What this task involves → Each line in the entries below that holds the word "park" belongs in the answer.

Exercise material →

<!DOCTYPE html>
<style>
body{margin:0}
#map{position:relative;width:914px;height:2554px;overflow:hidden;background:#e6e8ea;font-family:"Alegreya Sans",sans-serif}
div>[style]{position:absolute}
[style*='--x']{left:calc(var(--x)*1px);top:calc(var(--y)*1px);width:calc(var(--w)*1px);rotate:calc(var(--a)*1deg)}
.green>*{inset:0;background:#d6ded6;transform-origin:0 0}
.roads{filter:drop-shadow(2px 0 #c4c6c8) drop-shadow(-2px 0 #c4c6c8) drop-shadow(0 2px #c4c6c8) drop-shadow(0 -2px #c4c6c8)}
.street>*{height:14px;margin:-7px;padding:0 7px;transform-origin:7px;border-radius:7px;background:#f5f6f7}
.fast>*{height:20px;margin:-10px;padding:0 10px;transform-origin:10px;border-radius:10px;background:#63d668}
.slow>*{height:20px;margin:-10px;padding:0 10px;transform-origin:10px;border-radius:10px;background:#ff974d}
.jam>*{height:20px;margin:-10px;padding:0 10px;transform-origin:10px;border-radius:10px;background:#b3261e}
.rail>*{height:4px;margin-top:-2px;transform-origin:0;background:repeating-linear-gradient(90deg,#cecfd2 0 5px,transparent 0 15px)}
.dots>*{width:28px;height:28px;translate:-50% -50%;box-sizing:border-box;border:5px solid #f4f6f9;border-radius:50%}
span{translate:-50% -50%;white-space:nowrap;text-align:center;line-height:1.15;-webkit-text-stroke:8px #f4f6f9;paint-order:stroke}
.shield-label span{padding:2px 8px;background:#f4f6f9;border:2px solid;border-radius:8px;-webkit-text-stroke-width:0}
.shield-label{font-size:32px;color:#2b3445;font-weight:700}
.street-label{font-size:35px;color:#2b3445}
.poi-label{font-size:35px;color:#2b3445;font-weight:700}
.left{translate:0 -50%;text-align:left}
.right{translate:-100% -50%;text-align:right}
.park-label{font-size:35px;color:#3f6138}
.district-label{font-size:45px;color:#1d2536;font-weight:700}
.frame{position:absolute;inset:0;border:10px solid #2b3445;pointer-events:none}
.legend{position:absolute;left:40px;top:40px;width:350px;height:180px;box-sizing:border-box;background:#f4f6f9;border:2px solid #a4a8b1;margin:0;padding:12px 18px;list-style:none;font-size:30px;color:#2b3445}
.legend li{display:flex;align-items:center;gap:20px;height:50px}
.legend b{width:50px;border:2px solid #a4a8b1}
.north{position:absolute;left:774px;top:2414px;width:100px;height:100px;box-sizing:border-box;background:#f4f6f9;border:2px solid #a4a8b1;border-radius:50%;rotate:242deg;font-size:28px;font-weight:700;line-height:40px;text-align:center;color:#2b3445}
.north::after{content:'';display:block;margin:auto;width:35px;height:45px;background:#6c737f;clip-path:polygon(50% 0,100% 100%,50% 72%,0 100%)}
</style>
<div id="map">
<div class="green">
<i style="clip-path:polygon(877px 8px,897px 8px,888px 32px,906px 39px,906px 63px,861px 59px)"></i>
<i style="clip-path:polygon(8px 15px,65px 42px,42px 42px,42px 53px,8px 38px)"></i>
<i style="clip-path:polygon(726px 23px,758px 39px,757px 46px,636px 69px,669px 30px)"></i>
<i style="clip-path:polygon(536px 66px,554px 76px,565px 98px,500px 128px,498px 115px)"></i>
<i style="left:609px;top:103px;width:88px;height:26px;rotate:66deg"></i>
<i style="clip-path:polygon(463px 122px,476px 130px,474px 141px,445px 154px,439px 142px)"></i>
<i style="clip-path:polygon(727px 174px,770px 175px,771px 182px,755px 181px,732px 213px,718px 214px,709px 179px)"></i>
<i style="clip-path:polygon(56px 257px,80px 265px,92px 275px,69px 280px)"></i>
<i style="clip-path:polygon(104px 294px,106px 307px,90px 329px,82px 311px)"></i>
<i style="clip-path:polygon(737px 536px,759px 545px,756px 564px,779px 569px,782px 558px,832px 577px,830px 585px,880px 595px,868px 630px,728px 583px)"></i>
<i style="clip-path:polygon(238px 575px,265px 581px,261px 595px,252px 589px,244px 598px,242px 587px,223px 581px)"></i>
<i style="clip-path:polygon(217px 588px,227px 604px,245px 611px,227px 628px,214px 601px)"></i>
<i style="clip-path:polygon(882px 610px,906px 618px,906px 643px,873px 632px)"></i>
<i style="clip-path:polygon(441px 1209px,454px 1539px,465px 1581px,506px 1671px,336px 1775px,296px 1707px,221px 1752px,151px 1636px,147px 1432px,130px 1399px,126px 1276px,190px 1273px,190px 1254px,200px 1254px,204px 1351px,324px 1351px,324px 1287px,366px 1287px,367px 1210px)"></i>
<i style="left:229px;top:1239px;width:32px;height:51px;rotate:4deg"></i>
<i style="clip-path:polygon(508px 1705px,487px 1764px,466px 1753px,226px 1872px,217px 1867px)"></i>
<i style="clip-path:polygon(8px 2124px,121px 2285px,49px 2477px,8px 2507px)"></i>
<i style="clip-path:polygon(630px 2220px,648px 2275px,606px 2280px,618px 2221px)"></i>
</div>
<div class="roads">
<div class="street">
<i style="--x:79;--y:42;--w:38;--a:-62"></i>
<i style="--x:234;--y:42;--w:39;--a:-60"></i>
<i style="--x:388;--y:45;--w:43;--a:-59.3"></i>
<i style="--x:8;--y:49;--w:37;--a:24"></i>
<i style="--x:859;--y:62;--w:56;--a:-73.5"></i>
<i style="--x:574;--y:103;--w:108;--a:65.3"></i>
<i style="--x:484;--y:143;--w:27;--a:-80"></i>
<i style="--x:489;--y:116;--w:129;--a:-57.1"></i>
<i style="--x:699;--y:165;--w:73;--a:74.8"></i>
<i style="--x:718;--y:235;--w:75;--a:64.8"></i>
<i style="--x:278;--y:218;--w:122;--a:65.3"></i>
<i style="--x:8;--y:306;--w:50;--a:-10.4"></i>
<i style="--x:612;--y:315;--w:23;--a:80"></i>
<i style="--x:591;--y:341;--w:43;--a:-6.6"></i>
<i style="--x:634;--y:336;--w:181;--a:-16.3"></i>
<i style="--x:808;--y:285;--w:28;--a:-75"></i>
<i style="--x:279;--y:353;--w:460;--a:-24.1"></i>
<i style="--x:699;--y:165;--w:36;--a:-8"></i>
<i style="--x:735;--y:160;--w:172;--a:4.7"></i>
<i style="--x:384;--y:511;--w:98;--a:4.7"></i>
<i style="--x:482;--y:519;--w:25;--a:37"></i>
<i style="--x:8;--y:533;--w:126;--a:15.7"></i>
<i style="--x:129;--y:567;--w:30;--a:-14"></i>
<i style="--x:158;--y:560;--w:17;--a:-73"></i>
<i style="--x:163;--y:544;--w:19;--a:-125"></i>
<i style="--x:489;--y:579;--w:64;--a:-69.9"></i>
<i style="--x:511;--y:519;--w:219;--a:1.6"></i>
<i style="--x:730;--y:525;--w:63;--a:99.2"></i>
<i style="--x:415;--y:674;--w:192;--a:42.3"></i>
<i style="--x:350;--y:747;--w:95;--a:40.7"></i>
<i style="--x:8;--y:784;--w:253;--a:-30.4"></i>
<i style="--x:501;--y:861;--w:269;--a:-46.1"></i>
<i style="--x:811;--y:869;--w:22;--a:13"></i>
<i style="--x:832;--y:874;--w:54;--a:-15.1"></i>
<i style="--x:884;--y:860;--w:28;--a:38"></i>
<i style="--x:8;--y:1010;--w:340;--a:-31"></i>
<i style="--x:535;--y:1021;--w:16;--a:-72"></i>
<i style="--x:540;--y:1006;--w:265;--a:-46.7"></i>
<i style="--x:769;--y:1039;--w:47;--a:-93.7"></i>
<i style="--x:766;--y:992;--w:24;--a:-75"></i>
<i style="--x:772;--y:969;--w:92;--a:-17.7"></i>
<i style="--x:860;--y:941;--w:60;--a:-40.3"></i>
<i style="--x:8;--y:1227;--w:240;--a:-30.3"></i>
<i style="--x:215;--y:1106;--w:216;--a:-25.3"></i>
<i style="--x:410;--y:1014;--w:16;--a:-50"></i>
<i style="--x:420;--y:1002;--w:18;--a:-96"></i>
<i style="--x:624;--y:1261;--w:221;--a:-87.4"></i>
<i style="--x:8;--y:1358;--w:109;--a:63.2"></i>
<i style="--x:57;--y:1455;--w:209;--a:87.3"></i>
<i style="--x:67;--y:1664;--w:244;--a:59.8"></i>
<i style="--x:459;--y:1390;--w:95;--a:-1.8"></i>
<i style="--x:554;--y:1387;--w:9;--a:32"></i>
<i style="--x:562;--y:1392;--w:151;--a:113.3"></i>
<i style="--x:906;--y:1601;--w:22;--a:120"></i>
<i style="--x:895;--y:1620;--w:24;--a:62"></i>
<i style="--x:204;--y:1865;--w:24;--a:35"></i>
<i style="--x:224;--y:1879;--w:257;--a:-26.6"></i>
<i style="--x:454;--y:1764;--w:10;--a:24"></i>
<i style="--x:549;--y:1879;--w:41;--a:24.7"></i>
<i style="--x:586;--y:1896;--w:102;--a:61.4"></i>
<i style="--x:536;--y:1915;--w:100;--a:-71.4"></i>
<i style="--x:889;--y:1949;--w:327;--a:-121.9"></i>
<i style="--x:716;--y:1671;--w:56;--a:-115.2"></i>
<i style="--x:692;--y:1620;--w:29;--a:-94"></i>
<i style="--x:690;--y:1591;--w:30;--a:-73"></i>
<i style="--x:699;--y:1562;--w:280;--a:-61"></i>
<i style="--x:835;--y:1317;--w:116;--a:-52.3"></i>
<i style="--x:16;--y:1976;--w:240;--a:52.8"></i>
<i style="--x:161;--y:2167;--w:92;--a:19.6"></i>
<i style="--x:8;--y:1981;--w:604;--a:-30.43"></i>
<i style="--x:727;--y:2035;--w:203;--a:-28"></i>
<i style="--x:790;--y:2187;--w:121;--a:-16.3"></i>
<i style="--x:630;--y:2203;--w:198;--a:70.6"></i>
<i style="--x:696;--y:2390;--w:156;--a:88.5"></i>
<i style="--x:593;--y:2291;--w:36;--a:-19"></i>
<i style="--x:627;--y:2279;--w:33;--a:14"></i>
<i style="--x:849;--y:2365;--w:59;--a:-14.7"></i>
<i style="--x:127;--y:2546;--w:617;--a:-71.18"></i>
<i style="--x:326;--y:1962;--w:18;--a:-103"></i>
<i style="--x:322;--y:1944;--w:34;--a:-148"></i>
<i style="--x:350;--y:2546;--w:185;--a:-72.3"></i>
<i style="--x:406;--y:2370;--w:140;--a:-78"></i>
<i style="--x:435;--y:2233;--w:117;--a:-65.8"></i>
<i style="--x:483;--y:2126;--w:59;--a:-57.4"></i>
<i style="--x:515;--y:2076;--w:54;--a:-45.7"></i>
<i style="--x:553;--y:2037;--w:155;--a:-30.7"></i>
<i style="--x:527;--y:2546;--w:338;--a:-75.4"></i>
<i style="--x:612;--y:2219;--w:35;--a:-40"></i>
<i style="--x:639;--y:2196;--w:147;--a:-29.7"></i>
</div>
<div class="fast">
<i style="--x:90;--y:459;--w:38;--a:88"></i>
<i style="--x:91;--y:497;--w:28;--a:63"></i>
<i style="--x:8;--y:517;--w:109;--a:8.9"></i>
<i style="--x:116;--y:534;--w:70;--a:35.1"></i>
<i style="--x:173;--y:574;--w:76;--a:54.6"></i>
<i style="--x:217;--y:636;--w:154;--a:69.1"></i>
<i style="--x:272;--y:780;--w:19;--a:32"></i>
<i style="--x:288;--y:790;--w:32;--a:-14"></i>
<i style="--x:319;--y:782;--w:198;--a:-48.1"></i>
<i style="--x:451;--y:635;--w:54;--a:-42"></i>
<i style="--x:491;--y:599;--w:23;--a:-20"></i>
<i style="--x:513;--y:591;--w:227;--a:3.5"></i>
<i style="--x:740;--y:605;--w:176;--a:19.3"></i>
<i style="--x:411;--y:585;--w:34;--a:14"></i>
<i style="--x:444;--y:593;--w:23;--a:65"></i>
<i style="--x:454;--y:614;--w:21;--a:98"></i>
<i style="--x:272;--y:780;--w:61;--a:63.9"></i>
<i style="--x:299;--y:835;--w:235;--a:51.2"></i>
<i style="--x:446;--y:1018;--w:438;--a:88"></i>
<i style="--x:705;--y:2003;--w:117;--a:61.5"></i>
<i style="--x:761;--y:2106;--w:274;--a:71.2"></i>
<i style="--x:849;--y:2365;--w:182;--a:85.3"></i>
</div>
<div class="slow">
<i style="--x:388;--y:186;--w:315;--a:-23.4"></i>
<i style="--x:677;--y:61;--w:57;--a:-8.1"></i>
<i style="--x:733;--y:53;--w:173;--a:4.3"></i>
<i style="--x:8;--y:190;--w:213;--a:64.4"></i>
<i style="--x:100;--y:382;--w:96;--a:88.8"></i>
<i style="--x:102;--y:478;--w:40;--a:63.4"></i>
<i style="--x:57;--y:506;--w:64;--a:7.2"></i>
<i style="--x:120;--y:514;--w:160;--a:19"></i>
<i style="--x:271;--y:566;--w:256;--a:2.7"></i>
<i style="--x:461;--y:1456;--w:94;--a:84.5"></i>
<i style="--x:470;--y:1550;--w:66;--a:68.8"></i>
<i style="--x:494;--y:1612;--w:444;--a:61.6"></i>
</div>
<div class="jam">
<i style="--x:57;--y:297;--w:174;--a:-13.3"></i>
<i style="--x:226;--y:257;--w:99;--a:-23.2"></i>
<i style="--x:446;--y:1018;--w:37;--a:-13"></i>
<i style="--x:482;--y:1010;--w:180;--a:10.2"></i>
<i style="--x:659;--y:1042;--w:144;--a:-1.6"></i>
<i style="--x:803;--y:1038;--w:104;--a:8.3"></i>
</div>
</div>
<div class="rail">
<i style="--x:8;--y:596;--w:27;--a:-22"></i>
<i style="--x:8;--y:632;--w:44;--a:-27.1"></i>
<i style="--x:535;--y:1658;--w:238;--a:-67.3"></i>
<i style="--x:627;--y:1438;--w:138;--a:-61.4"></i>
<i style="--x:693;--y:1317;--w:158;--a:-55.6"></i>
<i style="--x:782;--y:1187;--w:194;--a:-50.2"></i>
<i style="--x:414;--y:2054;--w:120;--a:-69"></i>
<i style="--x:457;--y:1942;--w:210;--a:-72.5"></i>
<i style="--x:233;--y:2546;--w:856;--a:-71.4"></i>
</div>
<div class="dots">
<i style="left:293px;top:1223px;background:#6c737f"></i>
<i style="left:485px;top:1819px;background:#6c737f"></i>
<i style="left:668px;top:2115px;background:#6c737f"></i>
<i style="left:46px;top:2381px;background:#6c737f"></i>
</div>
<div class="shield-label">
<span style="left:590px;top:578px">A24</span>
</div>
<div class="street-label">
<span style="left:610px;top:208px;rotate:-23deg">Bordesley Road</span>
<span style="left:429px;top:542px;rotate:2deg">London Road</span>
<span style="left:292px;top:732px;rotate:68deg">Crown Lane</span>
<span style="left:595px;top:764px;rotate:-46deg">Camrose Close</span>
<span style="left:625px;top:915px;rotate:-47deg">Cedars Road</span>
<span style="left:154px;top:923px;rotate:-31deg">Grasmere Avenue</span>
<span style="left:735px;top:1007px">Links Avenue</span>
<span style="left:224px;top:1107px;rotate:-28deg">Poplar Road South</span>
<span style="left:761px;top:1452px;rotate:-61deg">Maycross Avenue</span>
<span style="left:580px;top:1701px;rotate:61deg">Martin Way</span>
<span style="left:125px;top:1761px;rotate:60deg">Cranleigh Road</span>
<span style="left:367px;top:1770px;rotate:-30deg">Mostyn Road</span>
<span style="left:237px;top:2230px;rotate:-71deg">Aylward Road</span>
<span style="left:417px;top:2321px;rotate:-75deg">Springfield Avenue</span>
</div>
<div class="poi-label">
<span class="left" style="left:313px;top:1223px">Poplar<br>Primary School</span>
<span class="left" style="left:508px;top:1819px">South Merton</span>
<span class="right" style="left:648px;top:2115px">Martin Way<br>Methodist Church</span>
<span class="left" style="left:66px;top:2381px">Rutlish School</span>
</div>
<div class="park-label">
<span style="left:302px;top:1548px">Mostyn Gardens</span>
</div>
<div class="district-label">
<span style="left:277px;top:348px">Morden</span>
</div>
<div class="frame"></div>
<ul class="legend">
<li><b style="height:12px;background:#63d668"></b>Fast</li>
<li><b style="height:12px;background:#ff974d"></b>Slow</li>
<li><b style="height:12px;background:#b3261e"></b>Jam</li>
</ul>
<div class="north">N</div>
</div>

Exercise output →
.park-label{font-size:35px;color:#3f6138}
<div class="park-label">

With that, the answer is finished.